You have understood the question in a different sense from the way I think it was intended. In the sense in which you have understood it, you have made a case for denying Kant's claim about synthetic a priori judgements which appears to be based purely on a critique of Kant's use of these two terms. Although his definitions of 'synthetic' and 'a priori' are largely defensible (with a nod to Quine etc.) he has failed to overcome the dilemma expressed eloquently by Einstein (a quotation which I haven't come across before): 'In so far as the laws of mathematics refer to reality, they are not certain; and in so far as they are certain, they do not refer to reality.'

Despite the fact that Einstein said it, and despite also the reasonable assumption that Einstein was not unaware of Kant's philosophy, this is little better than a statement of the very thing that Kant spends pages and pages of the Transcendental Analytic arguing against. This is the challenge, which Kant is very much aware of. Indeed, you could see this concise statement as pinpointing the very problem which Kant has identified.

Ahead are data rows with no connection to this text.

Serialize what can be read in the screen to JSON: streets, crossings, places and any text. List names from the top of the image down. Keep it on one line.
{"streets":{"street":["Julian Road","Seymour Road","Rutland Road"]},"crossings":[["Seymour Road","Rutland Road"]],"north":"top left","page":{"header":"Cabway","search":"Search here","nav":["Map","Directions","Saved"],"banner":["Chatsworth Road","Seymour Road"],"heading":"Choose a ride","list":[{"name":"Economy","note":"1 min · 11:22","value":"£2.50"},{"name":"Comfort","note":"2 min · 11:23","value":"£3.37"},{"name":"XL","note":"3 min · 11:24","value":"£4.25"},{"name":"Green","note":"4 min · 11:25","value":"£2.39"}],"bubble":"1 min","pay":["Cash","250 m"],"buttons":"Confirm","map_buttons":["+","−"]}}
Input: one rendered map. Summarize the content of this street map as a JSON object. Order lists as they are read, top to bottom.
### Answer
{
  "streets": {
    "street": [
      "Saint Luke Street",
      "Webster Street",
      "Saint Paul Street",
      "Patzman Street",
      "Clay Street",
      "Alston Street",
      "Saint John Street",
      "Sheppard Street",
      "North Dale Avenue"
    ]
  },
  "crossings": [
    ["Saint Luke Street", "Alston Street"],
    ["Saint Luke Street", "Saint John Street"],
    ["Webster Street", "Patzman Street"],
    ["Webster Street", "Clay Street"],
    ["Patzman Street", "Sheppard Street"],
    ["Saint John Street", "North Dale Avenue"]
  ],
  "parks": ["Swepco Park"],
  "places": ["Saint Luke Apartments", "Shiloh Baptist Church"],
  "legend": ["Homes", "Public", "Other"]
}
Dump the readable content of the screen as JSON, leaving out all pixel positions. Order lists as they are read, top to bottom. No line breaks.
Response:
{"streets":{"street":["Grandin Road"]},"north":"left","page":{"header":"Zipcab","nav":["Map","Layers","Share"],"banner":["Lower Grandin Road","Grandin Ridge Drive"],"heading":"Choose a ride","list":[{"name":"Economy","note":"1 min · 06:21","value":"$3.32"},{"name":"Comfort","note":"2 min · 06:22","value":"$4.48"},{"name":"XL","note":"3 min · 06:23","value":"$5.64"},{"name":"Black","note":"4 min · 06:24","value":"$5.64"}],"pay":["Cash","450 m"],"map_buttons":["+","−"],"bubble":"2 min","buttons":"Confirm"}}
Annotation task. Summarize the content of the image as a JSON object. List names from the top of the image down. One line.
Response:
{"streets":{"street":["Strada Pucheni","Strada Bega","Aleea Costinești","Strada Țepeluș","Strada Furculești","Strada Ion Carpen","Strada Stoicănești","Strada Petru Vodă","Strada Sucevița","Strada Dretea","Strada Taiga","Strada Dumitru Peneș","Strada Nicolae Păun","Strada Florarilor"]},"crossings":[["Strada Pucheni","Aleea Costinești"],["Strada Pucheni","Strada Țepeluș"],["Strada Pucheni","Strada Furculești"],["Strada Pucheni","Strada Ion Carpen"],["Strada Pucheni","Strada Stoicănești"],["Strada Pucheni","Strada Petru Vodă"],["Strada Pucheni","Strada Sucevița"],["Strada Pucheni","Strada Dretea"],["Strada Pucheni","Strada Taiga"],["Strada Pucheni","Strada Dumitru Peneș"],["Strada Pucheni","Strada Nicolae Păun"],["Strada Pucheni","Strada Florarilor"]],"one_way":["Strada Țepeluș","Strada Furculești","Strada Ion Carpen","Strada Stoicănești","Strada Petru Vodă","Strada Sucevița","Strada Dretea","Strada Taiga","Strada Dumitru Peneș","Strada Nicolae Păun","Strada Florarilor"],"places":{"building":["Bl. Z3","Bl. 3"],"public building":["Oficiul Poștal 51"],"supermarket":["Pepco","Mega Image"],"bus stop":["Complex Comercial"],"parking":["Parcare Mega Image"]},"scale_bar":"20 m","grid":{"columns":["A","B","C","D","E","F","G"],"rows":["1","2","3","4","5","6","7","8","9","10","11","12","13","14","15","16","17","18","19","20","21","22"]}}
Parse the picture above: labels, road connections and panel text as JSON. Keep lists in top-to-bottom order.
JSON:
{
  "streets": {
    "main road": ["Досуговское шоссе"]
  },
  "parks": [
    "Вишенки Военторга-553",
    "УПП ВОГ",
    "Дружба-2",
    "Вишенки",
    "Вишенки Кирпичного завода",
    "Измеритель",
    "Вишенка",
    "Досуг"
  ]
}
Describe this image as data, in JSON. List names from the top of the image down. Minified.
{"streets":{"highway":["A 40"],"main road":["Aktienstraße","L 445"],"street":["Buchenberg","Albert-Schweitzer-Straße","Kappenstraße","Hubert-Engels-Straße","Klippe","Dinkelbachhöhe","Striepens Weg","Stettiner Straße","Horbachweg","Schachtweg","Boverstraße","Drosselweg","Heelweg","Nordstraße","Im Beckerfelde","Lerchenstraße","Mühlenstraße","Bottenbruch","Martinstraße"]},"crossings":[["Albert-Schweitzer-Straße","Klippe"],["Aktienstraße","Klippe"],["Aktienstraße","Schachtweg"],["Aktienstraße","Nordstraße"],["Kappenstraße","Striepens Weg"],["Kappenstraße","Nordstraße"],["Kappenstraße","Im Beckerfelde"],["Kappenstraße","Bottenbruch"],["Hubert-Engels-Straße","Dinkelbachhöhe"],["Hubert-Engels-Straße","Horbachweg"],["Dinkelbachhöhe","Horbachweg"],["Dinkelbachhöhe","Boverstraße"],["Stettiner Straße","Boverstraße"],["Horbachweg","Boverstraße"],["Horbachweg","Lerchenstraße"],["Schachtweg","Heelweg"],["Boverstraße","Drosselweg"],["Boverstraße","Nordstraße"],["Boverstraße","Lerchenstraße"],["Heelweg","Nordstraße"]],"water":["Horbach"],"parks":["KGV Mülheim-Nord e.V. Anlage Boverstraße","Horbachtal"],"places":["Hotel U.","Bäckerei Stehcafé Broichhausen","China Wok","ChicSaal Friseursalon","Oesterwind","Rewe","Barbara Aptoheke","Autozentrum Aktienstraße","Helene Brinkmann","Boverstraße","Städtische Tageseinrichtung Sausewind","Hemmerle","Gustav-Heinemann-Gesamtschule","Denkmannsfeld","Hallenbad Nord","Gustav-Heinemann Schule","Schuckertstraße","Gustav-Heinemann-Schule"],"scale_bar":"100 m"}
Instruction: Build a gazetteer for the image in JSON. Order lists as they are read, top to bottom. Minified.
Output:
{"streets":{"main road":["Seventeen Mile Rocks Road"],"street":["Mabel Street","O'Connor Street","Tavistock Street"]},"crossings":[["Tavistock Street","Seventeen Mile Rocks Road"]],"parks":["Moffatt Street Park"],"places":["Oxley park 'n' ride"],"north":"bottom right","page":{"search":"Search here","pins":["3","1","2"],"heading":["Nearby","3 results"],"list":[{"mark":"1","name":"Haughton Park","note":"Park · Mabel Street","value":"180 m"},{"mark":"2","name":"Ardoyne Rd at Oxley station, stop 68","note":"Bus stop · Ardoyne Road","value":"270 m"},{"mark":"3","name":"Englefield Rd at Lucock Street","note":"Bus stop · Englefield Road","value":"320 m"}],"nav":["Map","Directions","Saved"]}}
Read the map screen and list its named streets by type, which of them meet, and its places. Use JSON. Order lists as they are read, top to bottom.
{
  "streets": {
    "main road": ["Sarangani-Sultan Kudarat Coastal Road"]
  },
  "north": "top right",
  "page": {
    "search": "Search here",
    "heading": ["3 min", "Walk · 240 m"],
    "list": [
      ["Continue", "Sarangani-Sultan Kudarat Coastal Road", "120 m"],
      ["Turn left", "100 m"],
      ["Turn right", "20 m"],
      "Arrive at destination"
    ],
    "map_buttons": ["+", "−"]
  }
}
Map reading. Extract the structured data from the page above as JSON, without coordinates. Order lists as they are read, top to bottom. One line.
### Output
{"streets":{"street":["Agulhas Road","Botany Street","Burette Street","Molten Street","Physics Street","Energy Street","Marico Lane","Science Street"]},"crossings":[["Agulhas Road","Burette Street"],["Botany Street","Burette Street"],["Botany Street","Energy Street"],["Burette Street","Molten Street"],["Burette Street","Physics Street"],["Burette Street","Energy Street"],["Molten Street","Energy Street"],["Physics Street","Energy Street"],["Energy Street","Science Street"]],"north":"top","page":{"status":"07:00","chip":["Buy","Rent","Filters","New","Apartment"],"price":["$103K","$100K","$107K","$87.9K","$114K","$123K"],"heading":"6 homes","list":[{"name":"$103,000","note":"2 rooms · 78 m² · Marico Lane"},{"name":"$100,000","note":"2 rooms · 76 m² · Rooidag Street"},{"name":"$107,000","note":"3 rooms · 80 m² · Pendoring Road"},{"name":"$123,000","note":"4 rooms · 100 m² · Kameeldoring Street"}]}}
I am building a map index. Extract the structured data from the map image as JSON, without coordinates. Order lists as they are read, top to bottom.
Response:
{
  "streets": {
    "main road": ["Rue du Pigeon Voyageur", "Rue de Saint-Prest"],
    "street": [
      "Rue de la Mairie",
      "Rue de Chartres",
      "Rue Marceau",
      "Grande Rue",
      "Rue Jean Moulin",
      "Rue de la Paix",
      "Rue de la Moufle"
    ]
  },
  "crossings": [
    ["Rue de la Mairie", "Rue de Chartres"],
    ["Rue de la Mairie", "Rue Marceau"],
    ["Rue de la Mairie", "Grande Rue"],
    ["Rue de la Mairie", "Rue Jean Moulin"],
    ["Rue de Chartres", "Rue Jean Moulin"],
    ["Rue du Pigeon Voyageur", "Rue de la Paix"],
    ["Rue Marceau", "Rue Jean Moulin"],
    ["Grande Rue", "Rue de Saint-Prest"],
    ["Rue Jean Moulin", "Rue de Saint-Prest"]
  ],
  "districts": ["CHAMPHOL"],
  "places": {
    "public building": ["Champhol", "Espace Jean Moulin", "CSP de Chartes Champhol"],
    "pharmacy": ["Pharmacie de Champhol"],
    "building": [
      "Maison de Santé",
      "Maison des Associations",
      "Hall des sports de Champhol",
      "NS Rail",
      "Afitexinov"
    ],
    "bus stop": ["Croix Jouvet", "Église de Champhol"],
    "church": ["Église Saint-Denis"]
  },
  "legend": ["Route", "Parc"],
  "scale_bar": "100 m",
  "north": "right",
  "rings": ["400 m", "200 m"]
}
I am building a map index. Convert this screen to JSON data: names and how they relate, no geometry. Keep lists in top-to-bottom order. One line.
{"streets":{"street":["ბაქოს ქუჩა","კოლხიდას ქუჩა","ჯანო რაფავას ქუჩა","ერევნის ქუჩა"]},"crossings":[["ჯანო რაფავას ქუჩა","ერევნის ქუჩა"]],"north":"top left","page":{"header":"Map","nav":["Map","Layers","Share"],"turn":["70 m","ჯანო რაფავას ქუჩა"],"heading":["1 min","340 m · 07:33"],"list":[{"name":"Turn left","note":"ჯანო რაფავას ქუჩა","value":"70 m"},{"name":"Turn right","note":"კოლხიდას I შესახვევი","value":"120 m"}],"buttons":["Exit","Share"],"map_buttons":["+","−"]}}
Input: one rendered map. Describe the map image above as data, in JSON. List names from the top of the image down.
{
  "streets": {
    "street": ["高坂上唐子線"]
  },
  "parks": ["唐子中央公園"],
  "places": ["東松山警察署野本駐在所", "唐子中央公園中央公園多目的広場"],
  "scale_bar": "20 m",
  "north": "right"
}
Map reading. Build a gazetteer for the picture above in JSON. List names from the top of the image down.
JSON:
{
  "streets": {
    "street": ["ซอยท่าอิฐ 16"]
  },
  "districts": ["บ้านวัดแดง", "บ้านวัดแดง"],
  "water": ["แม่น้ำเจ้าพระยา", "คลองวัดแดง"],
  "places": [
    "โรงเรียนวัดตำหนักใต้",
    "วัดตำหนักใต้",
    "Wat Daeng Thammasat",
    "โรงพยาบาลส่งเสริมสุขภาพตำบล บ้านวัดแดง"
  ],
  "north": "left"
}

Kant doesn't accept (and neither do I) the possibility that arithmetic could be empirical, in Einstein's implied sense. Come to think of it, nor did Frege in his brilliant destructive critique of Mill's views in the Grundlagen ('Foundations of Arithmetic' translated by J.L. Austin). Geometry is a very different case. Whereas for arithmetic we have the challenge of Godel's theorem, which though fundamental merely rejects the belief that arithmetic is finitely axiomatizable, in Geometry we have proofs of the consistency of non-Euclidean geometries, not to mention the evidence from Relativistic physics that it is non-Euclidean geometry which correctly describes the actual world.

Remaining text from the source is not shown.